Your answer should be the complete set of entries, transcribed exactly.

-------

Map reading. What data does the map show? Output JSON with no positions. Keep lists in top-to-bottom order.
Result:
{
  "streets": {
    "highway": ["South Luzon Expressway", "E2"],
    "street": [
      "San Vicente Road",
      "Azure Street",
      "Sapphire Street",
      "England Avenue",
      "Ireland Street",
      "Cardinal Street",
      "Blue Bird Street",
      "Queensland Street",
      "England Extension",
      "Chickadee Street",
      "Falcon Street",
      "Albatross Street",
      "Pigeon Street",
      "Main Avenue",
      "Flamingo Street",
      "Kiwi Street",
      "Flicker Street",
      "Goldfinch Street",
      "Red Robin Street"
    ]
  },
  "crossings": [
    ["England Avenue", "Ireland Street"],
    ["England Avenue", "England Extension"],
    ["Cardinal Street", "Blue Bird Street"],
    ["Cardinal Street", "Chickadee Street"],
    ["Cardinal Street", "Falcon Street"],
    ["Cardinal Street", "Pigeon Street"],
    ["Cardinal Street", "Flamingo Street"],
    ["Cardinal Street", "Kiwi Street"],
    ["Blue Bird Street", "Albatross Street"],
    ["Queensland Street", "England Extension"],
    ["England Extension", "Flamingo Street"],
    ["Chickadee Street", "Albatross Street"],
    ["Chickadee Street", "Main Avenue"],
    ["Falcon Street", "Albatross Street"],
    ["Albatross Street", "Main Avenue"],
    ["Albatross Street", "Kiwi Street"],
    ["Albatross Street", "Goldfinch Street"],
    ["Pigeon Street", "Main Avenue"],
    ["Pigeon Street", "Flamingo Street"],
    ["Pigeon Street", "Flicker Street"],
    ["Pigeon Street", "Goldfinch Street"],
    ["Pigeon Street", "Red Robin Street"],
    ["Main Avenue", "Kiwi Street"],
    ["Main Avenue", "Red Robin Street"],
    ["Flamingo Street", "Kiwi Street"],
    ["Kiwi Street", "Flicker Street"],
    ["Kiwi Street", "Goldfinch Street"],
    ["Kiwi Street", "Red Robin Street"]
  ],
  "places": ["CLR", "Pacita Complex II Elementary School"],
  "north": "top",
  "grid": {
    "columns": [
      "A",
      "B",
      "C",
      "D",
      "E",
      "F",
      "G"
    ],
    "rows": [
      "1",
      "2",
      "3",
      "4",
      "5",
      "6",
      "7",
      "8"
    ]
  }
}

-------

:: Output ::
Map reading. What data does the map show? Output JSON with no positions. Keep lists in top-to-bottom order.
Result:
{
  "streets": {
    "highway": ["South Luzon Expressway", "E2"],
    "street": [
      "San Vicente Road",
      "Azure Street",
      "Sapphire Street",
      "England Avenue",
      "Ireland Street",
      "Cardinal Street",
      "Blue Bird Street",
      "Queensland Street",
      "England Extension",
      "Chickadee Street",
      "Falcon Street",
      "Albatross Street",
      "Pigeon Street",
      "Main Avenue",
      "Flamingo Street",
      "Kiwi Street",
      "Flicker Street",
      "Goldfinch Street",
      "Red Robin Street"
    ]
  },
  "crossings": [
    ["England Avenue", "Ireland Street"],
    ["England Avenue", "England Extension"],
    ["Cardinal Street", "Blue Bird Street"],
    ["Cardinal Street", "Chickadee Street"],
    ["Cardinal Street", "Falcon Street"],
    ["Cardinal Street", "Pigeon Street"],
    ["Cardinal Street", "Flamingo Street"],
    ["Cardinal Street", "Kiwi Street"],
    ["Blue Bird Street", "Albatross Street"],
    ["Queensland Street", "England Extension"],
    ["England Extension", "Flamingo Street"],
    ["Chickadee Street", "Albatross Street"],
    ["Chickadee Street", "Main Avenue"],
    ["Falcon Street", "Albatross Street"],
    ["Albatross Street", "Main Avenue"],
    ["Albatross Street", "Kiwi Street"],
    ["Albatross Street", "Goldfinch Street"],
    ["Pigeon Street", "Main Avenue"],
    ["Pigeon Street", "Flamingo Street"],
    ["Pigeon Street", "Flicker Street"],
    ["Pigeon Street", "Goldfinch Street"],
    ["Pigeon Street", "Red Robin Street"],
    ["Main Avenue", "Kiwi Street"],
    ["Main Avenue", "Red Robin Street"],
    ["Flamingo Street", "Kiwi Street"],
    ["Kiwi Street", "Flicker Street"],
    ["Kiwi Street", "Goldfinch Street"],
    ["Kiwi Street", "Red Robin Street"]
  ],
  "places": ["CLR", "Pacita Complex II Elementary School"],
  "north": "top",
  "grid": {
    "columns": [
      "A",
      "B",
      "C",
      "D",
      "E",
      "F",
      "G"
    ],
    "rows": [
      "1",
      "2",
      "3",
      "4",
      "5",
      "6",
      "7",
      "8"
    ]
  }
}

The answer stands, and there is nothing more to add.